TO DO: Each record below is to be reproduced without any change.

PROVIDED MATERIAL:
• • • • • • •
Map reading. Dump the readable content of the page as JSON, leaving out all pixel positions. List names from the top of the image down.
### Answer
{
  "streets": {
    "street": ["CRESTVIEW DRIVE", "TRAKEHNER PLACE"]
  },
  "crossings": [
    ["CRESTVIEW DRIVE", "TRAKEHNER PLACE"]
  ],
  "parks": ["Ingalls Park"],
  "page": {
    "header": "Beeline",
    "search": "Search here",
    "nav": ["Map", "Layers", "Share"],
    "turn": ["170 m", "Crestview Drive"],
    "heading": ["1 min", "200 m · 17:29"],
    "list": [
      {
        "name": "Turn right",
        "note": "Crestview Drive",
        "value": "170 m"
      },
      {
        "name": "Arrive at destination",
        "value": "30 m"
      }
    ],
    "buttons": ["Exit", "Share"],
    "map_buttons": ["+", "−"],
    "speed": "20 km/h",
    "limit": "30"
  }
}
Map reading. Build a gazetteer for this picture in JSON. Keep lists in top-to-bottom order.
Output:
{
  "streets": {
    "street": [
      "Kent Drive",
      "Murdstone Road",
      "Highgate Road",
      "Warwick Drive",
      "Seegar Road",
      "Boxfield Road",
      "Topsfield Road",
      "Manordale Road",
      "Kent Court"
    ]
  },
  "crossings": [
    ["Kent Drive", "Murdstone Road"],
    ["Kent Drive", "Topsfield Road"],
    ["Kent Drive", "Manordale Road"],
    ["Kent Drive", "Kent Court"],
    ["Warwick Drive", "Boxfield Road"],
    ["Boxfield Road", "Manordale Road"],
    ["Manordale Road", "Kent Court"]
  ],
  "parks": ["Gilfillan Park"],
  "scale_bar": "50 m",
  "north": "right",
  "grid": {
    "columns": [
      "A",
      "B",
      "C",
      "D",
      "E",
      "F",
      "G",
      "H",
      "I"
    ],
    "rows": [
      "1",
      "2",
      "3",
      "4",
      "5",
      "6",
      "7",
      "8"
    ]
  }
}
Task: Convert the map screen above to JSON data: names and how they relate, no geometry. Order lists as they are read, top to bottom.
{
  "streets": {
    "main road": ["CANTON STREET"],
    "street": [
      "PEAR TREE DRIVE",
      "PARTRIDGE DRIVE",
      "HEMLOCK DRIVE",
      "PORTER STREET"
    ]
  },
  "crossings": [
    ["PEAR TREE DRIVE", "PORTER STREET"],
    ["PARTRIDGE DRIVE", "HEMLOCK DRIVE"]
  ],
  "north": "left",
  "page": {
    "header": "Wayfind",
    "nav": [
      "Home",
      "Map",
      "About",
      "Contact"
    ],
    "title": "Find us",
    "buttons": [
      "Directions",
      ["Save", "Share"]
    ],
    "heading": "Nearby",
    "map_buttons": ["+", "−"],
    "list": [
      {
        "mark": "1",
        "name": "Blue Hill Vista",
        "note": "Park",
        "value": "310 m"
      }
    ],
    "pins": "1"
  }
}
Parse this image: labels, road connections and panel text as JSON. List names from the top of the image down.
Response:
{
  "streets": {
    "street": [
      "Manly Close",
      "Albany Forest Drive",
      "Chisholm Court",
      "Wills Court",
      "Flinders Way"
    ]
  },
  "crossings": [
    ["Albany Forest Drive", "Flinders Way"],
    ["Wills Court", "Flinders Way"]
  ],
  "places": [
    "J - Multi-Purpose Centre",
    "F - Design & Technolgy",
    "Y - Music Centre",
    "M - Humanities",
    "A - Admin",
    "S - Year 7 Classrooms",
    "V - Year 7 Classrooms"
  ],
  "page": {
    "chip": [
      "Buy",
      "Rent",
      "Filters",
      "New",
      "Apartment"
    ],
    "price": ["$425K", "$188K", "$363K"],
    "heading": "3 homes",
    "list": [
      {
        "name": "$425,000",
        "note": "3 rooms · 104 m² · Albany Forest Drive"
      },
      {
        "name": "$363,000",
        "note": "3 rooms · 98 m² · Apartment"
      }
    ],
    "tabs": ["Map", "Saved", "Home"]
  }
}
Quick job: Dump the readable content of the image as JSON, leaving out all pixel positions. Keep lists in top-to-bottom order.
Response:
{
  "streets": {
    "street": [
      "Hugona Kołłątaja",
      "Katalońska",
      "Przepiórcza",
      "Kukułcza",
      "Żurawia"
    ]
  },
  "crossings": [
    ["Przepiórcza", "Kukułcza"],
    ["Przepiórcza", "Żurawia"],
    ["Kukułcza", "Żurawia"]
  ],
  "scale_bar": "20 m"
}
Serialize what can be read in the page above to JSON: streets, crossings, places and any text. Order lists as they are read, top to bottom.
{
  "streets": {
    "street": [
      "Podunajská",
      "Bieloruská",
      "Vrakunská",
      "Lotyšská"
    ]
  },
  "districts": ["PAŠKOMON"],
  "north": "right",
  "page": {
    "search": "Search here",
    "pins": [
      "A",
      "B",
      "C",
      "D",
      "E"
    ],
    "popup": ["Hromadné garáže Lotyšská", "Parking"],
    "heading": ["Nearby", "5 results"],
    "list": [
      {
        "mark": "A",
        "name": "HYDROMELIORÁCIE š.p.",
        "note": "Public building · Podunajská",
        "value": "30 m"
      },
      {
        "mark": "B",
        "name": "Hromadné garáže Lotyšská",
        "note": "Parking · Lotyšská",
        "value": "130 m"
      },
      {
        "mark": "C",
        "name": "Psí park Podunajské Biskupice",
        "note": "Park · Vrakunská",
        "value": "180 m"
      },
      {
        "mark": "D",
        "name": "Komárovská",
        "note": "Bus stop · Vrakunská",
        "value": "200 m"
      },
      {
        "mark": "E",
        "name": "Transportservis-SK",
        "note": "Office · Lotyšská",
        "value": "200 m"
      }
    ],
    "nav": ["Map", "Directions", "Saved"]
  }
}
• • • • • • •
SOLUTION FOR THIS EXERCISE:
Map reading. Dump the readable content of the page as JSON, leaving out all pixel positions. List names from the top of the image down.
### Answer
{
  "streets": {
    "street": ["CRESTVIEW DRIVE", "TRAKEHNER PLACE"]
  },
  "crossings": [
    ["CRESTVIEW DRIVE", "TRAKEHNER PLACE"]
  ],
  "parks": ["Ingalls Park"],
  "page": {
    "header": "Beeline",
    "search": "Search here",
    "nav": ["Map", "Layers", "Share"],
    "turn": ["170 m", "Crestview Drive"],
    "heading": ["1 min", "200 m · 17:29"],
    "list": [
      {
        "name": "Turn right",
        "note": "Crestview Drive",
        "value": "170 m"
      },
      {
        "name": "Arrive at destination",
        "value": "30 m"
      }
    ],
    "buttons": ["Exit", "Share"],
    "map_buttons": ["+", "−"],
    "speed": "20 km/h",
    "limit": "30"
  }
}
Map reading. Build a gazetteer for this picture in JSON. Keep lists in top-to-bottom order.
Output:
{
  "streets": {
    "street": [
      "Kent Drive",
      "Murdstone Road",
      "Highgate Road",
      "Warwick Drive",
      "Seegar Road",
      "Boxfield Road",
      "Topsfield Road",
      "Manordale Road",
      "Kent Court"
    ]
  },
  "crossings": [
    ["Kent Drive", "Murdstone Road"],
    ["Kent Drive", "Topsfield Road"],
    ["Kent Drive", "Manordale Road"],
    ["Kent Drive", "Kent Court"],
    ["Warwick Drive", "Boxfield Road"],
    ["Boxfield Road", "Manordale Road"],
    ["Manordale Road", "Kent Court"]
  ],
  "parks": ["Gilfillan Park"],
  "scale_bar": "50 m",
  "north": "right",
  "grid": {
    "columns": [
      "A",
      "B",
      "C",
      "D",
      "E",
      "F",
      "G",
      "H",
      "I"
    ],
    "rows": [
      "1",
      "2",
      "3",
      "4",
      "5",
      "6",
      "7",
      "8"
    ]
  }
}
Task: Convert the map screen above to JSON data: names and how they relate, no geometry. Order lists as they are read, top to bottom.
{
  "streets": {
    "main road": ["CANTON STREET"],
    "street": [
      "PEAR TREE DRIVE",
      "PARTRIDGE DRIVE",
      "HEMLOCK DRIVE",
      "PORTER STREET"
    ]
  },
  "crossings": [
    ["PEAR TREE DRIVE", "PORTER STREET"],
    ["PARTRIDGE DRIVE", "HEMLOCK DRIVE"]
  ],
  "north": "left",
  "page": {
    "header": "Wayfind",
    "nav": [
      "Home",
      "Map",
      "About",
      "Contact"
    ],
    "title": "Find us",
    "buttons": [
      "Directions",
      ["Save", "Share"]
    ],
    "heading": "Nearby",
    "map_buttons": ["+", "−"],
    "list": [
      {
        "mark": "1",
        "name": "Blue Hill Vista",
        "note": "Park",
        "value": "310 m"
      }
    ],
    "pins": "1"
  }
}
Parse this image: labels, road connections and panel text as JSON. List names from the top of the image down.
Response:
{
  "streets": {
    "street": [
      "Manly Close",
      "Albany Forest Drive",
      "Chisholm Court",
      "Wills Court",
      "Flinders Way"
    ]
  },
  "crossings": [
    ["Albany Forest Drive", "Flinders Way"],
    ["Wills Court", "Flinders Way"]
  ],
  "places": [
    "J - Multi-Purpose Centre",
    "F - Design & Technolgy",
    "Y - Music Centre",
    "M - Humanities",
    "A - Admin",
    "S - Year 7 Classrooms",
    "V - Year 7 Classrooms"
  ],
  "page": {
    "chip": [
      "Buy",
      "Rent",
      "Filters",
      "New",
      "Apartment"
    ],
    "price": ["$425K", "$188K", "$363K"],
    "heading": "3 homes",
    "list": [
      {
        "name": "$425,000",
        "note": "3 rooms · 104 m² · Albany Forest Drive"
      },
      {
        "name": "$363,000",
        "note": "3 rooms · 98 m² · Apartment"
      }
    ],
    "tabs": ["Map", "Saved", "Home"]
  }
}
Quick job: Dump the readable content of the image as JSON, leaving out all pixel positions. Keep lists in top-to-bottom order.
Response:
{
  "streets": {
    "street": [
      "Hugona Kołłątaja",
      "Katalońska",
      "Przepiórcza",
      "Kukułcza",
      "Żurawia"
    ]
  },
  "crossings": [
    ["Przepiórcza", "Kukułcza"],
    ["Przepiórcza", "Żurawia"],
    ["Kukułcza", "Żurawia"]
  ],
  "scale_bar": "20 m"
}
Serialize what can be read in the page above to JSON: streets, crossings, places and any text. Order lists as they are read, top to bottom.
{
  "streets": {
    "street": [
      "Podunajská",
      "Bieloruská",
      "Vrakunská",
      "Lotyšská"
    ]
  },
  "districts": ["PAŠKOMON"],
  "north": "right",
  "page": {
    "search": "Search here",
    "pins": [
      "A",
      "B",
      "C",
      "D",
      "E"
    ],
    "popup": ["Hromadné garáže Lotyšská", "Parking"],
    "heading": ["Nearby", "5 results"],
    "list": [
      {
        "mark": "A",
        "name": "HYDROMELIORÁCIE š.p.",
        "note": "Public building · Podunajská",
        "value": "30 m"
      },
      {
        "mark": "B",
        "name": "Hromadné garáže Lotyšská",
        "note": "Parking · Lotyšská",
        "value": "130 m"
      },
      {
        "mark": "C",
        "name": "Psí park Podunajské Biskupice",
        "note": "Park · Vrakunská",
        "value": "180 m"
      },
      {
        "mark": "D",
        "name": "Komárovská",
        "note": "Bus stop · Vrakunská",
        "value": "200 m"
      },
      {
        "mark": "E",
        "name": "Transportservis-SK",
        "note": "Office · Lotyšská",
        "value": "200 m"
      }
    ],
    "nav": ["Map", "Directions", "Saved"]
  }
}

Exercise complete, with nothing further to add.